Metadata-Version: 2.4
Name: website-agent-server
Version: 0.1.5
Summary: A server-side browser proxy that lets clients operate websites without direct remote connections.
Requires-Python: >=3.11
Description-Content-Type: text/markdown
License-File: LICENSE
Requires-Dist: fastapi>=0.115
Requires-Dist: uvicorn[standard]>=0.30
Requires-Dist: playwright>=1.48
Requires-Dist: python-multipart>=0.0.9
Dynamic: license-file

# Website Agent Server

English | [中文](README.zh-CN.md)

Website Agent Server is a Python server-side browser proxy. The client never loads the target website directly.
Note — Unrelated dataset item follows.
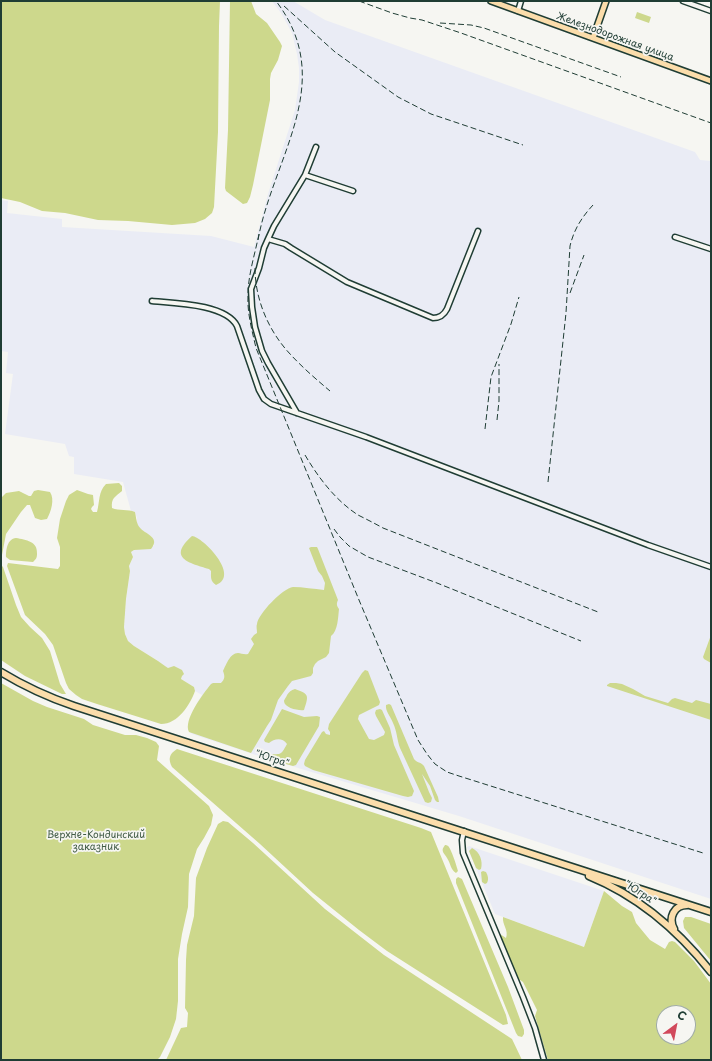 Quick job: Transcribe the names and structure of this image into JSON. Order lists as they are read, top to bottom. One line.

It connects only to this server, receives rendered browser frames, and sends mouse, keyboard, input method, clipboard, wheel, file upload, and navigation events back to the server.

## How It Works

- FastAPI serves the local control UI, HTTP API, and WebSocket endpoint.
- Playwright launches Chromium on the server.
- The target website runs inside the server-side browser context.
- The client receives binary WebSocket image frames: JPEG screenshots by default, or PNG frames when `--screenshot-quality 100` is used.
- User actions are replayed into Chromium by the server.
- IME text, paste, copy, cut, downloads, file chooser actions, cookie management, and ordinary media element audio are brokered through local server endpoints.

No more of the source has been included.